Master of Science (MS)


Computer Science


Entity matching also known as entity resolution, duplicate identification, reference reconciliation or record linkage and is a critically important task for data cleaning and data integration. One can think of it, as the task of finding entities matching to the same entity in the real world. These entities can belong to a single source of data, or distributed data-sources. It takes structured data as an input and process includes comparison of that structured data (entity or database record) with entities present in the knowledge base. For large-scale entity, matching data has to go through some sequence of steps, which includes Evaluation, Preprocessing, Candidate calculation and Classification. The entity matching workflow consists of two strategies: blocking (map) and matching (reduce). Blocking strategy termed as the division of a data source into partitions or blocks. Blocking is helpful to improve performance.
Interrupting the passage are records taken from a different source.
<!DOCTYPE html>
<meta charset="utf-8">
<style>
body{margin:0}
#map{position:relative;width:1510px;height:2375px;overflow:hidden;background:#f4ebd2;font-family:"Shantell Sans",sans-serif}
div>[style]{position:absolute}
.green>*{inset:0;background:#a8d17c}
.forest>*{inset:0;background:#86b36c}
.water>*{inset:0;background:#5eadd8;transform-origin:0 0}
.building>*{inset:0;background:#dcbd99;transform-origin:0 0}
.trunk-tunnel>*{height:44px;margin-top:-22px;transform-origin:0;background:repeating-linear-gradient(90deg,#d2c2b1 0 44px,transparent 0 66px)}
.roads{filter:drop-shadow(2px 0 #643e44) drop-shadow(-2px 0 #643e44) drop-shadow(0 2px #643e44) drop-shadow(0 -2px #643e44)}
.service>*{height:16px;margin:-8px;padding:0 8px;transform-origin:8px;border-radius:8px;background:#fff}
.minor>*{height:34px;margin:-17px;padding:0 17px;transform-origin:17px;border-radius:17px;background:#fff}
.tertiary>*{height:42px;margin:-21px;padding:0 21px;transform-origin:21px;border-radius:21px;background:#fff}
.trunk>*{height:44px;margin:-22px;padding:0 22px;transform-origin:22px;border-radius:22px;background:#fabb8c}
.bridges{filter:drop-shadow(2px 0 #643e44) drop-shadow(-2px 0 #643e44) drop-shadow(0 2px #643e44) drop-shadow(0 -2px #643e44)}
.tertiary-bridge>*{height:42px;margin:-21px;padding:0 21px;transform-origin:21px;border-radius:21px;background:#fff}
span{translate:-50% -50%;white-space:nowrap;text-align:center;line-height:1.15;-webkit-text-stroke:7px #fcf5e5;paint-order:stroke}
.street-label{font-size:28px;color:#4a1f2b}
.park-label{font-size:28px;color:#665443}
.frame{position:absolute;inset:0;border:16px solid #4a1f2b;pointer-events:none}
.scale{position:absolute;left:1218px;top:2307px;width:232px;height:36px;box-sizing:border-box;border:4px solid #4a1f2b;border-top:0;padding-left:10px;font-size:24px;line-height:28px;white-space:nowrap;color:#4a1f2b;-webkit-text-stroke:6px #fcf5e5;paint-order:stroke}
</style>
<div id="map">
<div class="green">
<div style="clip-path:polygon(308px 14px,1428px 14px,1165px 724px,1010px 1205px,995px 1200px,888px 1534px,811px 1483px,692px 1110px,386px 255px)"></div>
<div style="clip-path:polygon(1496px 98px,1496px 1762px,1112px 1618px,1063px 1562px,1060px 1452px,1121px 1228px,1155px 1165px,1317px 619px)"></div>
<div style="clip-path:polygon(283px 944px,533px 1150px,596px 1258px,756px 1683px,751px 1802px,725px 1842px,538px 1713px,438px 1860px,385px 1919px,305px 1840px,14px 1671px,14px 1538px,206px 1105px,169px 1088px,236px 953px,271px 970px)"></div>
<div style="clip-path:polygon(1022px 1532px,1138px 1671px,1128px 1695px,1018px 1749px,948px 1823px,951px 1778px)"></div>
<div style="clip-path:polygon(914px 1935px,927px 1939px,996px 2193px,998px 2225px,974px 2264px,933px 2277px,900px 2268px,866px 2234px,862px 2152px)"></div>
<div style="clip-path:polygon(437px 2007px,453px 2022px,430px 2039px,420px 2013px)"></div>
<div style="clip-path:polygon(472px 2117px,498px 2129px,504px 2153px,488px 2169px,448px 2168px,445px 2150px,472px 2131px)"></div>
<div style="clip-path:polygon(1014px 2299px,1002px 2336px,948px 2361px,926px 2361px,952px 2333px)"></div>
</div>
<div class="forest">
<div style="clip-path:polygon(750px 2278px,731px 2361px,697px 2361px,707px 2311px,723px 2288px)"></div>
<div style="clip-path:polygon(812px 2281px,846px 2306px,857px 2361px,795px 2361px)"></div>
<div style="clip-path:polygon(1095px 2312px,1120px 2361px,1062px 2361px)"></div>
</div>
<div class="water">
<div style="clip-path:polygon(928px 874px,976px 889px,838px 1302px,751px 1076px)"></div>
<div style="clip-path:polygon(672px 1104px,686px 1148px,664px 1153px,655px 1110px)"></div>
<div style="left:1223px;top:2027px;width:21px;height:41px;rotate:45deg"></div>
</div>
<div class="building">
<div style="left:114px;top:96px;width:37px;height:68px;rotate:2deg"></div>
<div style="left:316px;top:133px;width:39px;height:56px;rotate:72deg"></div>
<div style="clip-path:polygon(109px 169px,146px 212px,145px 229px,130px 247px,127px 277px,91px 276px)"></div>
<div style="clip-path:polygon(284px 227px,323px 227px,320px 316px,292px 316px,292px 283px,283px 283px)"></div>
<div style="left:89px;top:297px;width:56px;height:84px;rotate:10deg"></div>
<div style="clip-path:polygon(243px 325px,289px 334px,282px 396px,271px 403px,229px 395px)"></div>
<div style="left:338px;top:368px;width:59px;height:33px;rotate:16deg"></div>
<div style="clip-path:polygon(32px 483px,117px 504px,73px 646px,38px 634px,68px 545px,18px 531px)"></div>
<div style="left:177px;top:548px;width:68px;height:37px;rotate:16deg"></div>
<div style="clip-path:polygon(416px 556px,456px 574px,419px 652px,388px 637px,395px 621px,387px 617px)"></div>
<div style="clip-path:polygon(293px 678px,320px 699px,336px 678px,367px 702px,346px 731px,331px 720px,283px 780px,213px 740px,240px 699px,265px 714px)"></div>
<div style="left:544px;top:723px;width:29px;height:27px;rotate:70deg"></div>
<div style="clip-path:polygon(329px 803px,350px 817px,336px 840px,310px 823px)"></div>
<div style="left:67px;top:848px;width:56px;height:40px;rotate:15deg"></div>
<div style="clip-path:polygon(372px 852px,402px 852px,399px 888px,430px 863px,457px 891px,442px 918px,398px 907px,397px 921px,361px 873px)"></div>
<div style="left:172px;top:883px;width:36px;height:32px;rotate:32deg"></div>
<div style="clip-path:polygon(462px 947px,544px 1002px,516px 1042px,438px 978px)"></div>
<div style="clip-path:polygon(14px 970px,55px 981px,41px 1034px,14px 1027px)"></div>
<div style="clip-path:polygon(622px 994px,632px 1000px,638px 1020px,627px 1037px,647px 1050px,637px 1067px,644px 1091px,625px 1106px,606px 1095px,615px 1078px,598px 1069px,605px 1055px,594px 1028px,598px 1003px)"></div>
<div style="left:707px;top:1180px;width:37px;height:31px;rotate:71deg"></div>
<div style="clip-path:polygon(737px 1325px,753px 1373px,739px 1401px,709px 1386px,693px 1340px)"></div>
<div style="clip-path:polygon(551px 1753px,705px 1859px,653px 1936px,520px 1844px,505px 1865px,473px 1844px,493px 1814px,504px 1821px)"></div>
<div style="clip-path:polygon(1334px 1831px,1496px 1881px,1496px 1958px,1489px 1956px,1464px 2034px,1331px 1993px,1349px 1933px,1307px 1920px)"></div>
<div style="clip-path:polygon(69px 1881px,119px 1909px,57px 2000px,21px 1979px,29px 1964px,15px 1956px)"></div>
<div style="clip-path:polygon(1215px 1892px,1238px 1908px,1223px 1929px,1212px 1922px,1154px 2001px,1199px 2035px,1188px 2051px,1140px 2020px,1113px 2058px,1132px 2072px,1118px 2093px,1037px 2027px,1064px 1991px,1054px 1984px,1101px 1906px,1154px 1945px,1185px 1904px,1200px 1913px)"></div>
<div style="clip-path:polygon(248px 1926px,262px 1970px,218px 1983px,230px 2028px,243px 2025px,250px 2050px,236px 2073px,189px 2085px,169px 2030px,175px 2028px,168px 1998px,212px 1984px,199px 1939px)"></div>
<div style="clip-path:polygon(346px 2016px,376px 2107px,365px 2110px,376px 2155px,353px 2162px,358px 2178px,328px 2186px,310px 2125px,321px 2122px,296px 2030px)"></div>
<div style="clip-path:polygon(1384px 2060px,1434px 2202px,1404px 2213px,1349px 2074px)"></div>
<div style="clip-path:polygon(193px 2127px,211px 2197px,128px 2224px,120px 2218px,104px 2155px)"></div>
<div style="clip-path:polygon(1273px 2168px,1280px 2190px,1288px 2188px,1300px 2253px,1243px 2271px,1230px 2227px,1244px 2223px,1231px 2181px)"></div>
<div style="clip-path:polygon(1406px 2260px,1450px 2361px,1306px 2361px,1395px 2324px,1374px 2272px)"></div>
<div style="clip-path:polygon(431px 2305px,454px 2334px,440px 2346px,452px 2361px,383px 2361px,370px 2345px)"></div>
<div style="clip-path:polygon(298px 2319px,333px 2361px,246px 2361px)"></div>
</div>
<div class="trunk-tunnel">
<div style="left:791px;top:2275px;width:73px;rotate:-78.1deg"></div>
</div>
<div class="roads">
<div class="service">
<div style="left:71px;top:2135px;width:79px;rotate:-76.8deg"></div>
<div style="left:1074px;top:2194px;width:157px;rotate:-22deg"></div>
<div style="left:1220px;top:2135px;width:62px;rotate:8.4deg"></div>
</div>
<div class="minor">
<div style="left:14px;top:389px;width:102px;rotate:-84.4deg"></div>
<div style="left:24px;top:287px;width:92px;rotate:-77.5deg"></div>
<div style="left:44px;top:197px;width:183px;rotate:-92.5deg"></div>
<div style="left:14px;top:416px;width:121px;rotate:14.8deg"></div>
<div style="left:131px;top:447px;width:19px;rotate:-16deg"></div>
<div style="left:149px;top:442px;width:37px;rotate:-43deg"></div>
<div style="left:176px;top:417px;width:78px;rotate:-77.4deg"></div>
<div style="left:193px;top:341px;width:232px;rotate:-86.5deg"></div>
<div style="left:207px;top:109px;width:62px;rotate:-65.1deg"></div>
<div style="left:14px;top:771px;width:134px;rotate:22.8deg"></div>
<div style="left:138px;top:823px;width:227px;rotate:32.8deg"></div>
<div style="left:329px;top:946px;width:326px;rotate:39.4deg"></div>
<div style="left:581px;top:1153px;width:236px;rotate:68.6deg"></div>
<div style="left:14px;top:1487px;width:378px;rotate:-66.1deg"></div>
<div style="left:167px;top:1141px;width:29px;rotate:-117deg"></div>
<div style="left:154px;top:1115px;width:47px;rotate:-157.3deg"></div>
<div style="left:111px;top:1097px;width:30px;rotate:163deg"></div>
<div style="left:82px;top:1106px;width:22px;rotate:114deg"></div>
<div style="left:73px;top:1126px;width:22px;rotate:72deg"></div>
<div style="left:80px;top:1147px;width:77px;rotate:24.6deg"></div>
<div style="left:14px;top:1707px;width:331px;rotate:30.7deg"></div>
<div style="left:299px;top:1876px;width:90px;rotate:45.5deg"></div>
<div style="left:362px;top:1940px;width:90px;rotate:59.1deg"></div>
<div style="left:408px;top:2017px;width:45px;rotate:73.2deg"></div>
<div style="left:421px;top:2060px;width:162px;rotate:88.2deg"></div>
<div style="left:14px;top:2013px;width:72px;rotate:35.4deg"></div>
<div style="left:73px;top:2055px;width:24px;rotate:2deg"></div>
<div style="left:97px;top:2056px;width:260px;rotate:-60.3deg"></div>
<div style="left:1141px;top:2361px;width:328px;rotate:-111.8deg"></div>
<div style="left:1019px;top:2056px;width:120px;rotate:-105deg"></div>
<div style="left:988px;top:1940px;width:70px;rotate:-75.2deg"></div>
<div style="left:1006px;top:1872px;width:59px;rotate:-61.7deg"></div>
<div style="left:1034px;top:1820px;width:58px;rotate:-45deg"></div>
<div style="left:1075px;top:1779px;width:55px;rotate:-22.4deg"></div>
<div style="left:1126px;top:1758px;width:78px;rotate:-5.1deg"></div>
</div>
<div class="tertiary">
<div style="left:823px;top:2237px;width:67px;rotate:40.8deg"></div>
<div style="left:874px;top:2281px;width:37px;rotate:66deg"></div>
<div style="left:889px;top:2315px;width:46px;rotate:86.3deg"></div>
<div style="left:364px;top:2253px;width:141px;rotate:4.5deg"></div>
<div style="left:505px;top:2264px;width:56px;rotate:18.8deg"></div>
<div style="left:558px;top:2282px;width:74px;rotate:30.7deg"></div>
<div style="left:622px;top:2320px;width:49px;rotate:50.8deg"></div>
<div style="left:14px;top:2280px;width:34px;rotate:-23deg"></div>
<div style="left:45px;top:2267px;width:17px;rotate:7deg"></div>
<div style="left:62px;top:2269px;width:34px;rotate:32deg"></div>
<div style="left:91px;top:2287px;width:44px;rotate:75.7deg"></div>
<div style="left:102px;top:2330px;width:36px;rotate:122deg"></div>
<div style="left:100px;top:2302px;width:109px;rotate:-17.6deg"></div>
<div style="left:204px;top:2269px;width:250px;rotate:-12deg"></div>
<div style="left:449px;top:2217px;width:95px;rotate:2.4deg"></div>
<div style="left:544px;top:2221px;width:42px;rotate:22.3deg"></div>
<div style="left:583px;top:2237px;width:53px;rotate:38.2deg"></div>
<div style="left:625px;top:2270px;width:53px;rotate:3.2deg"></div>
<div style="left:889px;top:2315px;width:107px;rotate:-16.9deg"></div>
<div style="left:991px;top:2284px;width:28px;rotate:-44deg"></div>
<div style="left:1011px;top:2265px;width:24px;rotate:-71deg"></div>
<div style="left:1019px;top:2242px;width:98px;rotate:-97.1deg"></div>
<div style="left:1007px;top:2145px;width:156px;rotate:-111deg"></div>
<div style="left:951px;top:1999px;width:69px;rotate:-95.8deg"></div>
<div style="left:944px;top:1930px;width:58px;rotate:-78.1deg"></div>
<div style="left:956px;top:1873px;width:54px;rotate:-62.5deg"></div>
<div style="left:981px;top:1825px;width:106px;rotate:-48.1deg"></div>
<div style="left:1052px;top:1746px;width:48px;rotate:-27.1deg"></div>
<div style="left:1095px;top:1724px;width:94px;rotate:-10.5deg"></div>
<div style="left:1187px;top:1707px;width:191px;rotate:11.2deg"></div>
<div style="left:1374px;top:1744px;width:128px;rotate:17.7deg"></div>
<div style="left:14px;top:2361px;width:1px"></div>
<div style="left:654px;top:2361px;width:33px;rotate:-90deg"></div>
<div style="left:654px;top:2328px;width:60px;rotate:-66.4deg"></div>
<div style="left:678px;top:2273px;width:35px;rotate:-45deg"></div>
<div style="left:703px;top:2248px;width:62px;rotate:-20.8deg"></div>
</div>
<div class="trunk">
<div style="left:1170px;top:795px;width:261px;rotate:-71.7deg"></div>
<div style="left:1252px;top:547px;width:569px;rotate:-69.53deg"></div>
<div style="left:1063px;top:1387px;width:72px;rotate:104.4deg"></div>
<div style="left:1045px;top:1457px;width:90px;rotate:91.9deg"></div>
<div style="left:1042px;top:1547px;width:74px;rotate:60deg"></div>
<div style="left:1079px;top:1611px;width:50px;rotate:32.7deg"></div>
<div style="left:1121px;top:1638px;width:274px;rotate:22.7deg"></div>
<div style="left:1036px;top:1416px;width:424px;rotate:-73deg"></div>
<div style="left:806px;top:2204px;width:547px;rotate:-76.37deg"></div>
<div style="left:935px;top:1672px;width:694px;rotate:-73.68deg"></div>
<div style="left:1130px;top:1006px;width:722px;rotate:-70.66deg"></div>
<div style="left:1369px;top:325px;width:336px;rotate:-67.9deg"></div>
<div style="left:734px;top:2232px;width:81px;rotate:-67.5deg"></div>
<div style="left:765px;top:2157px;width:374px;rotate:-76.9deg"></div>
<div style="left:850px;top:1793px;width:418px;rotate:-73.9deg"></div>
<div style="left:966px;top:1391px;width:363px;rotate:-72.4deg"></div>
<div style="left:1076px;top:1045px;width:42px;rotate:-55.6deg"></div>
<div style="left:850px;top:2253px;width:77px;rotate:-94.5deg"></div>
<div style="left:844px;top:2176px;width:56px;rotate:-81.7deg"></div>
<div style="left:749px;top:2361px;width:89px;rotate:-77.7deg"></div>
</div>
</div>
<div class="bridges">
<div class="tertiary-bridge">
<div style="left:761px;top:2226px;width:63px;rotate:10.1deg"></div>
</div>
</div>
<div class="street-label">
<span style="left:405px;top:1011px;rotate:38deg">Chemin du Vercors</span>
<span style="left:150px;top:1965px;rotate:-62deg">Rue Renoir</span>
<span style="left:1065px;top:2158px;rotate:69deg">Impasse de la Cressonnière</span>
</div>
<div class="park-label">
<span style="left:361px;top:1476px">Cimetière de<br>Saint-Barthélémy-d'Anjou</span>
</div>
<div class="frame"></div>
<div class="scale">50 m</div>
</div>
Blocking achieves this goal restricting the set of similar entities in the same partition or block and then, comparing the same within blocks. The partitioning makes use of blocking keys and blocking keys are determined from entity's attributes. Partitioning helps to partition data into blocks. Values of one or several attributes form the blocking key. Mostly, the blocking key is concatenation of prefixes of these attributes. The second part of the workflow consists of the strategy for matching. This aims to identify all matching entity pairs within the same partition. To find out matching result, one need to realize comparison result of the pair of entities. A

matching strategy can use several approaches for matching and can combine similarity scores to find if the entity pair is a match or not. The entity-matching model expects the matching strategy to return the list of matching pairs of entities. Thus, by relating the structured data with their most apposite entity, entity matching tries to gain the maximum out of the existing knowledge base. One of the best solutions for Entity Matching would be Dedoop [4], which is Deduplication of Hadoop. Cartesian product causes the workload due to execution with the time complexity of O (n2) and to provide more time for matching techniques to maintain the quality, some load balancing techniques are necessary. Even after the application of blocking, the task of matching i.e. Entity Matching can still be a costly task and can take up to several days for completion if running against large datasets. The MapReduce [2] programming model is perfect to execute EM in parallel. During execution, input file split into multiple parts or chunks. Then, map phase, multiple map tasks can read those parts in parallel, which are nothing but entities. During reduce phase, based on blocking keys, these entities are redistributed among several reduce tasks. This is helpful for grouping together entities with the same blocking key and can be helpful for the application of matching in parallel.